Re: acl, http_access, and urlpath_regex

From: <josh@dont-contact.us>
Date: Tue, 4 Jan 2000 12:06:13 -0500

I know this is documented in squid.conf but I seem to keep making
little mistakes in regular expressions and have expectations that are
wrong. Perhaps I should try to set up a little file with more examples
that could be added to the FAQ. I know I'm not the only one who has
problems with these. I hope no one minds my working through this on
the list. I think I understand how to test, but I'm uncertain outside
of url_regex which takes the whole URL. I probably should start
looking at the code to see where the different elements get parsed. I
think my only problems come from failing to understand where an
expression begins and ends from squids point of view and I'm using
only one field in the output of the logs for testing whereas squid
uses more information. This is a little too long to be posting - I
could probably work out a PERL script or shell script that would
answer my own questions if anybody is interested.

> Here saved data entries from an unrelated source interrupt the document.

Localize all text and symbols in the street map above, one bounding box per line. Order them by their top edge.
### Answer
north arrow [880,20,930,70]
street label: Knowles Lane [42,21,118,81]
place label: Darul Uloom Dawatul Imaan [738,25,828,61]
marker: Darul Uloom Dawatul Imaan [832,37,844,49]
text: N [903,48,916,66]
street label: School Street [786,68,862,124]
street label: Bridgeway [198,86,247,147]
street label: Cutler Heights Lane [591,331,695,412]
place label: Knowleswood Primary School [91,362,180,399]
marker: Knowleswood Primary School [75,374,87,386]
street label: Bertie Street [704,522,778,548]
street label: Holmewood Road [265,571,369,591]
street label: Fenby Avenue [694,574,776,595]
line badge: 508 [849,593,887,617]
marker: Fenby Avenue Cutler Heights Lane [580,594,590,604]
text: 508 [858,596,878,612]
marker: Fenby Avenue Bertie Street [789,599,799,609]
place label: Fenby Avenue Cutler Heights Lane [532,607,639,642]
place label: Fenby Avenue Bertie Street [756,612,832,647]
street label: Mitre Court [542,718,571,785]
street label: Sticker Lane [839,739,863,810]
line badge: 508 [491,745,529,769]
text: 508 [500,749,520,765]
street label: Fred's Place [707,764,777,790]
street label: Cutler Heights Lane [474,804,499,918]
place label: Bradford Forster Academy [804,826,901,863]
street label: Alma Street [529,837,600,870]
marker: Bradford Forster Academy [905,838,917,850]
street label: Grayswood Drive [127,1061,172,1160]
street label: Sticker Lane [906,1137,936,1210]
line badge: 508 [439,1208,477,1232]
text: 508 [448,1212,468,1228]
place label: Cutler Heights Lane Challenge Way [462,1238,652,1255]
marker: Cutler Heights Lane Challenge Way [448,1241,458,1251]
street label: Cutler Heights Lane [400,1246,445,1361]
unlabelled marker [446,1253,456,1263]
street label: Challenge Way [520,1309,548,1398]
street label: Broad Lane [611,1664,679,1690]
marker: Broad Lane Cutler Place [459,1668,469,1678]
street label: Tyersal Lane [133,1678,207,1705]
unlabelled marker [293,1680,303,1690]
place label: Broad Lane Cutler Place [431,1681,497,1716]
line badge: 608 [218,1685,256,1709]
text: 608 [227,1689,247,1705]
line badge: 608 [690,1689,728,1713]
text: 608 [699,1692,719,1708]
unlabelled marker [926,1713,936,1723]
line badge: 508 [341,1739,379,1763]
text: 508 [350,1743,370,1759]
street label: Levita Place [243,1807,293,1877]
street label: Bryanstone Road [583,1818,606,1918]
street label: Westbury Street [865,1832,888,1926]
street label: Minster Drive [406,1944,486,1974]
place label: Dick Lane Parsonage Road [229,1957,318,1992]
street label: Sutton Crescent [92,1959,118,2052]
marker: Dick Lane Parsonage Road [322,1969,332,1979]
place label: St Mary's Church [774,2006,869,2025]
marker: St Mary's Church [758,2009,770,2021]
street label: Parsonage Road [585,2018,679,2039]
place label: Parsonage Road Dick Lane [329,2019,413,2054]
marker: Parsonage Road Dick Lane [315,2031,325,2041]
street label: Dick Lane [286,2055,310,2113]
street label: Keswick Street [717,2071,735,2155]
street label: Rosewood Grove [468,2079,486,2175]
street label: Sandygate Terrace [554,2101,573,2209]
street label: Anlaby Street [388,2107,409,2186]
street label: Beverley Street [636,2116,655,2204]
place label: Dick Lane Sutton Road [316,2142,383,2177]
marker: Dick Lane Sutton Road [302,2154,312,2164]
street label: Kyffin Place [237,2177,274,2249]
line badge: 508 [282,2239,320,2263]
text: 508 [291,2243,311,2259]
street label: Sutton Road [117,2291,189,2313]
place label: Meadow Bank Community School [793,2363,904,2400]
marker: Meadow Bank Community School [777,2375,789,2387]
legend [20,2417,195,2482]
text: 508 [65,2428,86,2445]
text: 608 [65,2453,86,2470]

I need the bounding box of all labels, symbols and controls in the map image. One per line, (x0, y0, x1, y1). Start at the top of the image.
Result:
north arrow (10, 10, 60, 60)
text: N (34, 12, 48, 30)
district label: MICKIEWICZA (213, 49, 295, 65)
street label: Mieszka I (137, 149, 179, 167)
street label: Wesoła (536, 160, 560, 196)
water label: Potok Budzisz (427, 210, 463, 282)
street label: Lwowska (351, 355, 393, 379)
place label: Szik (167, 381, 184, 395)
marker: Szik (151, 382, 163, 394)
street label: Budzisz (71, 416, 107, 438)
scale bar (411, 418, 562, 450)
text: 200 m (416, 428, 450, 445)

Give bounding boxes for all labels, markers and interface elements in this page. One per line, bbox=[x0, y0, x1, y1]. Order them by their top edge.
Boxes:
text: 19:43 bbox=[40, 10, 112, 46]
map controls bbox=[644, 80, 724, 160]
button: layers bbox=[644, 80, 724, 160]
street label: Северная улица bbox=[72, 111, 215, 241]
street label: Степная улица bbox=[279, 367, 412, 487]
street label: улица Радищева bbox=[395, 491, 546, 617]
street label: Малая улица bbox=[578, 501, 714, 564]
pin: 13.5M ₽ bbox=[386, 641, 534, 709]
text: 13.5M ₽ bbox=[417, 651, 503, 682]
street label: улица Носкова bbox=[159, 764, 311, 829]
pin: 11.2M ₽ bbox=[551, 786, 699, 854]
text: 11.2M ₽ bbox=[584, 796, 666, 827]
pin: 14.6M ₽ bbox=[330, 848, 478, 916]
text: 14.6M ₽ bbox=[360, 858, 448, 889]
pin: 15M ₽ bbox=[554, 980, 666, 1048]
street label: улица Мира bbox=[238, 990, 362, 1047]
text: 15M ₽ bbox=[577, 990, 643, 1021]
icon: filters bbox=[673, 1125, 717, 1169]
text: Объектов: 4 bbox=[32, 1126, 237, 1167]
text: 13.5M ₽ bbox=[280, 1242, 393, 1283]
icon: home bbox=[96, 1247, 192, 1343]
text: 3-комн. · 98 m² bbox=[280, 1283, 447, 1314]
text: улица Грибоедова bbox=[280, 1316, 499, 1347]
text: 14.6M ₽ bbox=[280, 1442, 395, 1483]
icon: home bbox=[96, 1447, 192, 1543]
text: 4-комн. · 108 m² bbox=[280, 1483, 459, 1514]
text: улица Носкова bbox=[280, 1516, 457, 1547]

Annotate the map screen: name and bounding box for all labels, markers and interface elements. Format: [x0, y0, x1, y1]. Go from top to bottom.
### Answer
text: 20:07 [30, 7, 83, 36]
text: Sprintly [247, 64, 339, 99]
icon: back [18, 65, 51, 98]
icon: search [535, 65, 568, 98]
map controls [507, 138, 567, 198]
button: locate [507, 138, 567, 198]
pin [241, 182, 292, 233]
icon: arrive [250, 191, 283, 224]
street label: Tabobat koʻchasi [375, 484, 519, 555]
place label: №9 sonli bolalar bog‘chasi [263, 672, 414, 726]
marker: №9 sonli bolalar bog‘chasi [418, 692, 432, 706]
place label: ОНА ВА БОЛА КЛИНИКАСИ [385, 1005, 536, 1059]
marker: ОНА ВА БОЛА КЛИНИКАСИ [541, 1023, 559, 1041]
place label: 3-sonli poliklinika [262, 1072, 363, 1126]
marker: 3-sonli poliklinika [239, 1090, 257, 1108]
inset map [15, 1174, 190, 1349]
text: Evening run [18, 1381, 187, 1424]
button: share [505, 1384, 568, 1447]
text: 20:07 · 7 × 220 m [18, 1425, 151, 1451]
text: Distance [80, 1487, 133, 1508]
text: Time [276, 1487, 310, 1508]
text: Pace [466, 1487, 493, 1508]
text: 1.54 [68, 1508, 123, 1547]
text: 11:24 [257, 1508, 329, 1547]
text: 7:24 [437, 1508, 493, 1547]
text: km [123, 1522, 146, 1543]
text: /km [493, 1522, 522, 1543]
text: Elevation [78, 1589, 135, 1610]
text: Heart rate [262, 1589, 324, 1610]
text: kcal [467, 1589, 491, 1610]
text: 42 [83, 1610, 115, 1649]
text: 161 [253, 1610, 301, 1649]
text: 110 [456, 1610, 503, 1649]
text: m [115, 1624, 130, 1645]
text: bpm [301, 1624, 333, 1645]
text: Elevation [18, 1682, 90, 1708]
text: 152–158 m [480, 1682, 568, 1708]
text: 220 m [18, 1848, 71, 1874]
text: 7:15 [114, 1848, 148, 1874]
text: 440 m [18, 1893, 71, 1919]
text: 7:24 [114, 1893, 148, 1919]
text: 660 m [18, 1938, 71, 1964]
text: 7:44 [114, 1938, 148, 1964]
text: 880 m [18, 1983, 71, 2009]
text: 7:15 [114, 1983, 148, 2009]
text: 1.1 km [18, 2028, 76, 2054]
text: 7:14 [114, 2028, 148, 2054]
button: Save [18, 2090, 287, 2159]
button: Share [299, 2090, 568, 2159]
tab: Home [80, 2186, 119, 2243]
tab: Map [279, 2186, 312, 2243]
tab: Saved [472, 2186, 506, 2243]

1. This is a problem in and of itself. I grab urls from the log, but I
don't know how to grab the pieces of URL as Squid would parse them
before the check.

First lets grab some URLs from the log
tail -20 /var/log/squid/access.log | awk '{print $7}' >/tmp/urls

2. Lets save some regular expressions.
[josh@saratoga:~]$ cat >/tmp/regex
$htt.*
^http?
com$
\.pl

3. Let me see what they match
#!/bin/sh
urls=/tmp/urls
regex=/tmp/regex

for i in `cat $regex`; do
    echo "$i"
    egrep -n $i $urls
done

or simply type them by hand

[josh@saratoga:~]$ egrep -n ^http://www\..*\.jpg$ /tmp/urls
8:http://www.intellicast.com/images/icons/87_wtext.jpg
14:http://www.intellicast.com/images/icons/82_wtext.jpg

This only tests url_regex since these are entire urls. So what happens
if I just type in 'www.example.com' as the first line in the file.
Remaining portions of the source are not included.